◆ TASK PROMPT:
Check each line of the entries below for the word "Lamine", and copy the lines that have it.

== THE INPUT

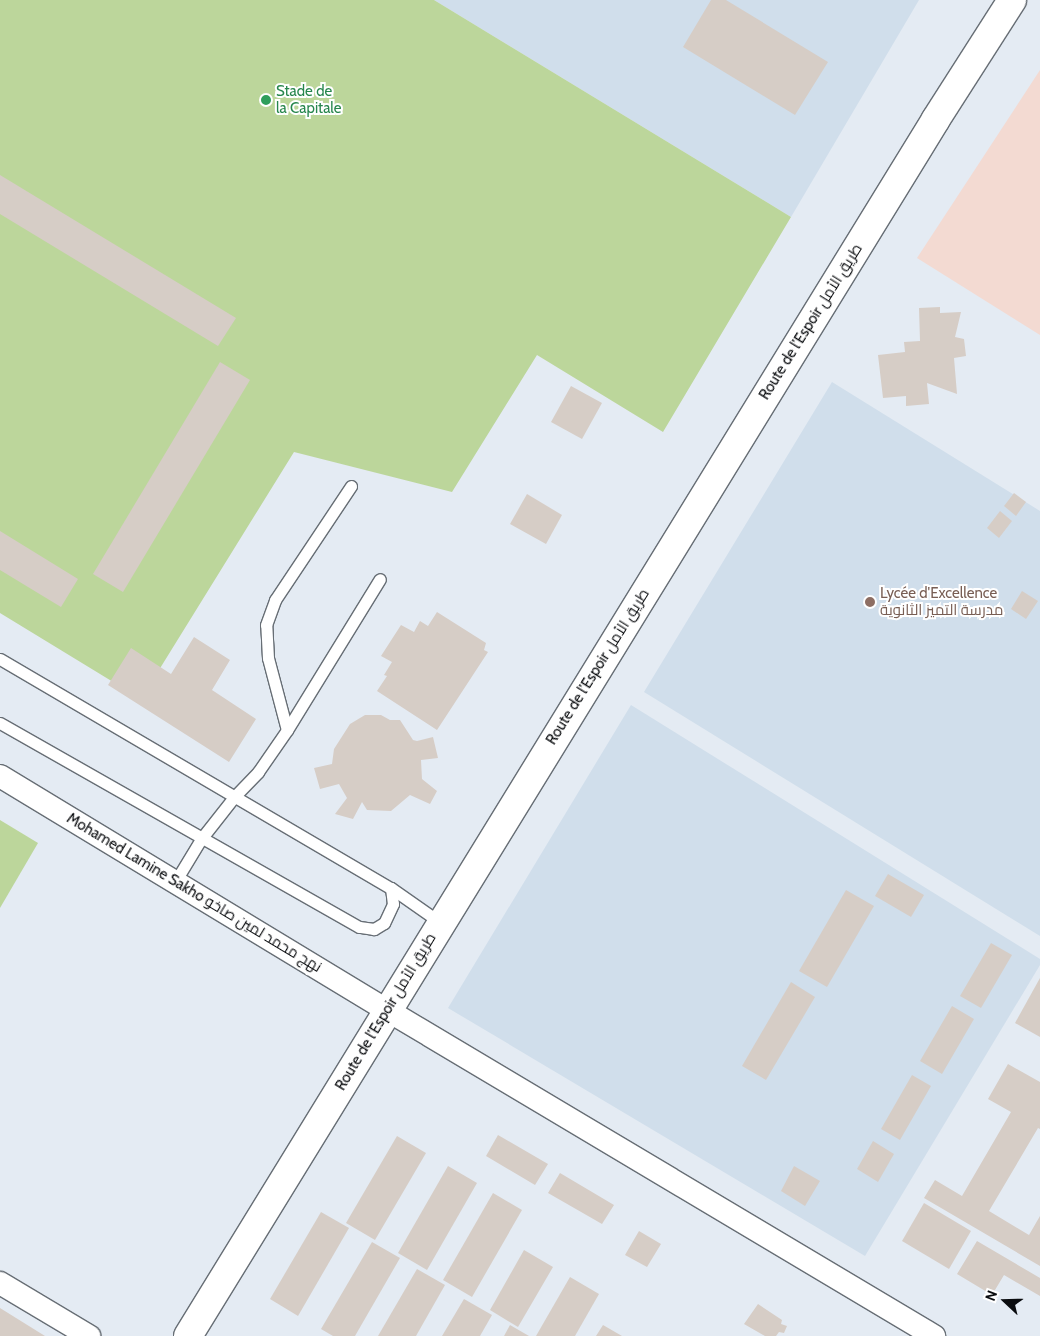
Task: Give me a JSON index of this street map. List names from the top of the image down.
{
  "streets": {
    "street": ["Route de l’Espoir طريق الأمل", "Mohamed Lamine Sakho نهج محمد لمين صاخو"]
  },
  "crossings": [
    ["Route de l’Espoir طريق الأمل", "Mohamed Lamine Sakho نهج محمد لمين صاخو"]
  ],
  "places": ["Stade de la Capitale", "Lycée d'Excellence مدرسة التميز الثانوية"],
  "north": "left"
}
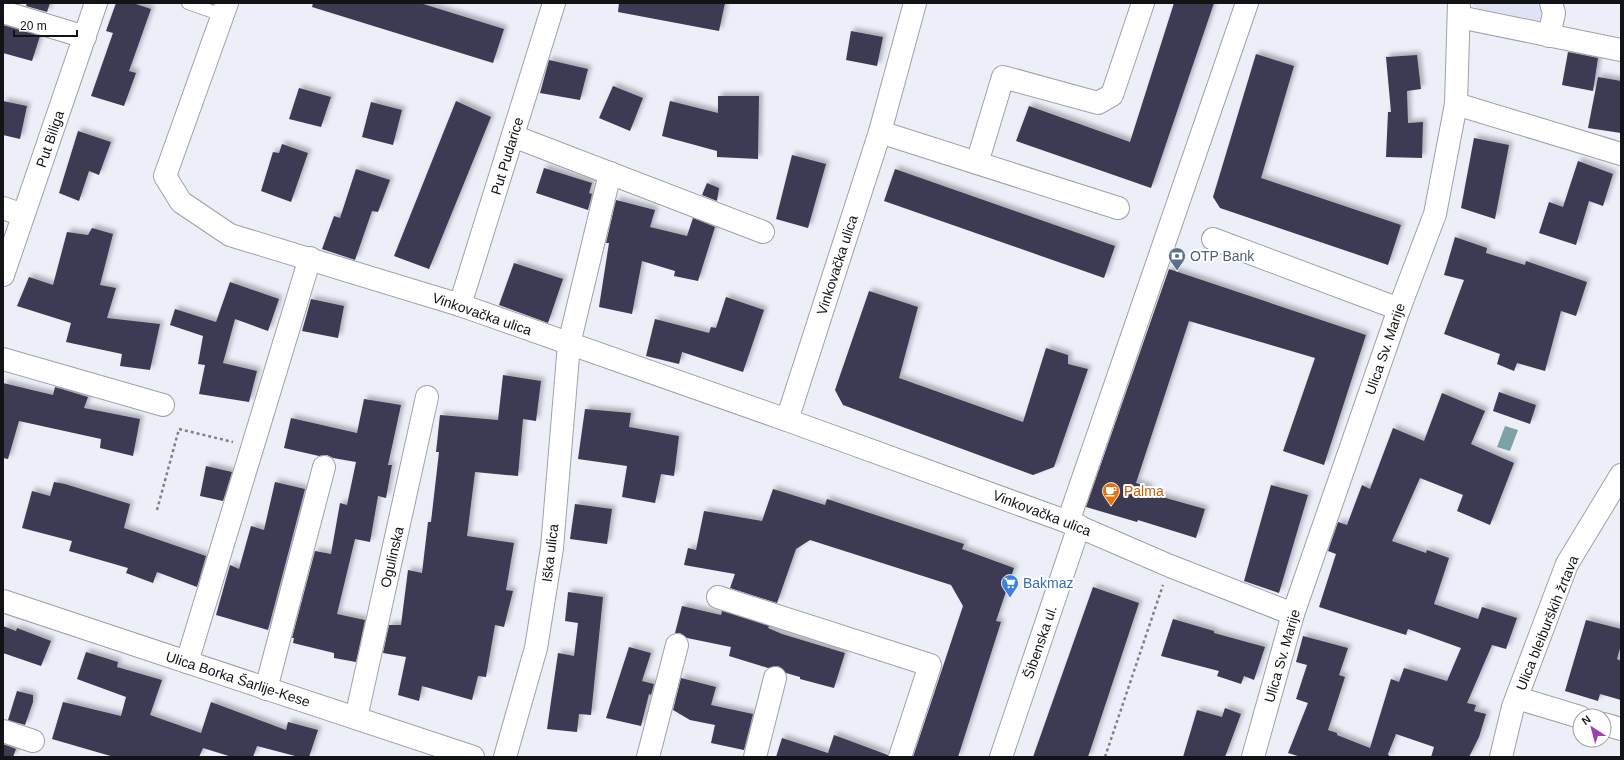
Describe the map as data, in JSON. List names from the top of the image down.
{
  "streets": {
    "street": [
      "Put Biliga",
      "Put Pudarice",
      "Vinkovačka ulica",
      "Ulica Sv. Marije",
      "Iška ulica",
      "Ogulinska",
      "Ulica bleiburških žrtava",
      "Šibenska ul.",
      "Ulica Borka Šarlije-Kese"
    ]
  },
  "crossings": [
    ["Put Pudarice", "Vinkovačka ulica"],
    ["Vinkovačka ulica", "Ulica Sv. Marije"],
    ["Vinkovačka ulica", "Iška ulica"],
    ["Vinkovačka ulica", "Šibenska ul."],
    ["Ogulinska", "Ulica Borka Šarlije-Kese"]
  ],
  "places": {
    "bank": ["OTP Bank"],
    "cafe": ["Palma"],
    "supermarket": ["Bakmaz"]
  },
  "scale_bar": "20 m",
  "north": "top left"
}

====

◆ TASK SOLUTION:
    "street": ["Route de l’Espoir طريق الأمل", "Mohamed Lamine Sakho نهج محمد لمين صاخو"]
    ["Route de l’Espoir طريق الأمل", "Mohamed Lamine Sakho نهج محمد لمين صاخو"]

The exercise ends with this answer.